In OpenShift, Red Hat – which in August rolled out support for three-node clusters – now supports single remote workers nodes in remote locations but managed centrally.

Red Hat also noted its recent partnership announcement with Samsung and Nvidia around enterprise-grade edge deployments focusing on such workloads as AI and 5G.

OpenShift As A Managed Service

In addition, the company already is offering OpenShift as a managed or self-managed service on major public clouds like Amazon Web Services (AWS), Google Cloud, IBM Cloud and Microsoft Azure. The platform now is available on AWS and Azure government clouds, while Red Hat and Microsoft are working together as on Azure Red Hat OpenShift, an offering on Azure that is managed, engineered and supported by both companies. Red Hat expects a similar service to launch on AWS.

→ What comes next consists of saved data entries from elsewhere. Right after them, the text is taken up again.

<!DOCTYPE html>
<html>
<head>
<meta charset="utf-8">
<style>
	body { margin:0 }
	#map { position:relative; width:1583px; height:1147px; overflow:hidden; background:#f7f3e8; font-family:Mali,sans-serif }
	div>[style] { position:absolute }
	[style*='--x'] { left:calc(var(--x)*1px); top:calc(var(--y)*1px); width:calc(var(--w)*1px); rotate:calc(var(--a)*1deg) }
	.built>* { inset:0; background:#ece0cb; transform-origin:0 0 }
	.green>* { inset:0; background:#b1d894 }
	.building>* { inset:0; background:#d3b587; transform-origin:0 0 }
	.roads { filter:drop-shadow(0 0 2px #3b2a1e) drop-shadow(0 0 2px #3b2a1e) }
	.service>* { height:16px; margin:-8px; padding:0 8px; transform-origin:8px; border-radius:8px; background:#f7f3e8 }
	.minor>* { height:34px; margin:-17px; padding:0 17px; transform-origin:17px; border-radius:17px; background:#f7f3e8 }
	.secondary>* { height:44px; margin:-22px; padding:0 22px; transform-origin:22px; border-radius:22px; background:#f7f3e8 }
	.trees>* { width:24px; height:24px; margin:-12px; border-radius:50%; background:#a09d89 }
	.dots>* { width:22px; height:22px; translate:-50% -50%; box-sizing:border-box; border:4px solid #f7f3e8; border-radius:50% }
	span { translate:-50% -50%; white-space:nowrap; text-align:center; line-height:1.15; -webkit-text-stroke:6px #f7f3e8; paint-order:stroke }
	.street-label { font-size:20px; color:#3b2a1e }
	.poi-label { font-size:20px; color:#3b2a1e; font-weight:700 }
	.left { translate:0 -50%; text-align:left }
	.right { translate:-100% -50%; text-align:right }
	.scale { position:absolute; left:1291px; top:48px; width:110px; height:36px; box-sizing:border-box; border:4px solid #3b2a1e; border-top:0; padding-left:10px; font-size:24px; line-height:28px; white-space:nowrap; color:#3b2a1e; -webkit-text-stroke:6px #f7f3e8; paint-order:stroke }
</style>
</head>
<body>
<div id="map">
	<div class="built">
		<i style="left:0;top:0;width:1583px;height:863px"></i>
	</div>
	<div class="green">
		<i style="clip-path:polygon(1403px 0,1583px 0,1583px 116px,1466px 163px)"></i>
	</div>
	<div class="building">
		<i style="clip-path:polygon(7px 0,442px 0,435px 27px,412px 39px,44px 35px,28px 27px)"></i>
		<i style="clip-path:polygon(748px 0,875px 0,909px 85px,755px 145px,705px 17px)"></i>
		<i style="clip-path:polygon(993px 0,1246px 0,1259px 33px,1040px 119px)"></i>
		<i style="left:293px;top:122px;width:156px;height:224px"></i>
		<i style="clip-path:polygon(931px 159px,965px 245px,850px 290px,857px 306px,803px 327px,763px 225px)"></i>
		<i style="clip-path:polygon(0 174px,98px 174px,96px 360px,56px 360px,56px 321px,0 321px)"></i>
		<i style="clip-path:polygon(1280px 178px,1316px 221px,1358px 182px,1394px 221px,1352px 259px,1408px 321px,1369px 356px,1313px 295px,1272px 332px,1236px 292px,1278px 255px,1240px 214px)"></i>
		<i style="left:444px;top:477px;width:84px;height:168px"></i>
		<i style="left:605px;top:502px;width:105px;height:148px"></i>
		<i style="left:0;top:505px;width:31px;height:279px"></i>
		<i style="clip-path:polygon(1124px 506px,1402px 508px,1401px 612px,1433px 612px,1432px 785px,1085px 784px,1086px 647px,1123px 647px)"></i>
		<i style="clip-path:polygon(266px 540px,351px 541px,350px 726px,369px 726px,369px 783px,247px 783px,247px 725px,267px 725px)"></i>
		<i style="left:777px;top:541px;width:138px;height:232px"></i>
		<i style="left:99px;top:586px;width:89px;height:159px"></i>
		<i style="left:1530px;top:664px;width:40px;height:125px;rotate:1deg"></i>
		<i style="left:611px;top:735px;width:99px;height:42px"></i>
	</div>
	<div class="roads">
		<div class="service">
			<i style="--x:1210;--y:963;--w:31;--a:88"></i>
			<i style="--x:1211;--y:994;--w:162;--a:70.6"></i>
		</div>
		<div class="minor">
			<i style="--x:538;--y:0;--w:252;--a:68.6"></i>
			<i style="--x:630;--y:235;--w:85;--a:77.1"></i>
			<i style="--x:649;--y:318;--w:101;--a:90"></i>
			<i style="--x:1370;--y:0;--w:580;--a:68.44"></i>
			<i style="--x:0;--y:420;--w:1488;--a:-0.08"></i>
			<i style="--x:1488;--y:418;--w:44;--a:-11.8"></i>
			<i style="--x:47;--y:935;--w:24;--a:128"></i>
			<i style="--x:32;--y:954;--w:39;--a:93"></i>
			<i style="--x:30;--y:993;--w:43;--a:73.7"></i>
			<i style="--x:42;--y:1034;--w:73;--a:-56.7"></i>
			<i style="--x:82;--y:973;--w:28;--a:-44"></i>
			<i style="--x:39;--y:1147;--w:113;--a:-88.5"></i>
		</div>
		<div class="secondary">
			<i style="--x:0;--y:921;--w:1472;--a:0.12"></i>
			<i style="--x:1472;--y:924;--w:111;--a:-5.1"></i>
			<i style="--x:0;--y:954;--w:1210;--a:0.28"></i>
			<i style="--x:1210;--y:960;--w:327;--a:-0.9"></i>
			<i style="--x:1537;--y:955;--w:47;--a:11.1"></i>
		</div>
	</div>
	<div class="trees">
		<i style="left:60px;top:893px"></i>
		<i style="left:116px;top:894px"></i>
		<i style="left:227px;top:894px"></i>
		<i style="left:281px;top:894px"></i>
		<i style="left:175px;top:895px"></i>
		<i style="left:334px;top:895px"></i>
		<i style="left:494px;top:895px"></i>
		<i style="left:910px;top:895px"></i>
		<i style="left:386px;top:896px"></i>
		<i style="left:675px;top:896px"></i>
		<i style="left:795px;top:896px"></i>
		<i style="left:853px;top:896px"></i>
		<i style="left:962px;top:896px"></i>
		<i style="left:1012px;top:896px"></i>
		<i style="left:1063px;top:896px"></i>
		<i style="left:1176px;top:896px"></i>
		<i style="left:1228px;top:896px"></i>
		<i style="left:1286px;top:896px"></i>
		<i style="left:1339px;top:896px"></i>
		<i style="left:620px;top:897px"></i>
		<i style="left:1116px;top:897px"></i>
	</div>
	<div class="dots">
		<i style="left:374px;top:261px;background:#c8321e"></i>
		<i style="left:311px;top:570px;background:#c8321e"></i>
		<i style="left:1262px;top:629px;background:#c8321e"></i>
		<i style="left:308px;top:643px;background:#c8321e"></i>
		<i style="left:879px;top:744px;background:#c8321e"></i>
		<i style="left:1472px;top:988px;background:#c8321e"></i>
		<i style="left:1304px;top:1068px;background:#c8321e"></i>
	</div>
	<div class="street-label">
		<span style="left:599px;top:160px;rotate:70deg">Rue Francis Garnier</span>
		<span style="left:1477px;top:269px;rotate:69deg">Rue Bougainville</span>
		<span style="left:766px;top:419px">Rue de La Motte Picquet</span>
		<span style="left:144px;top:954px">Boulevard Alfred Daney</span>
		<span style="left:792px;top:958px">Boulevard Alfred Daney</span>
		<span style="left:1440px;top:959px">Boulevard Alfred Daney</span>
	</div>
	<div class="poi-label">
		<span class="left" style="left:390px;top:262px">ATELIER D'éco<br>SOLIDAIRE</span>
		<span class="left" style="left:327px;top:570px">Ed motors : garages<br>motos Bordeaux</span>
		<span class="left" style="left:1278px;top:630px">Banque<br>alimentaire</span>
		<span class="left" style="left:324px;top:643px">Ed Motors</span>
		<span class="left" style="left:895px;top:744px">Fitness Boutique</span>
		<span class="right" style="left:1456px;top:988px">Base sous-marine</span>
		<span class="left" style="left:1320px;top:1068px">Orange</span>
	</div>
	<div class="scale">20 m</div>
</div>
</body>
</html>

For developers, Red Hat is rolling out OpenShift Serverless 1.11 with full support for Knative, an open-source project for deploying and managing cloud-native serverless applications to Kubernetes and a Red Hat build of Quarkus, a Kubernetes-native Java stack supported by the vendor and available through a single OpenShift subscription. It enables developers to repurpose Java applications on Kubernetes.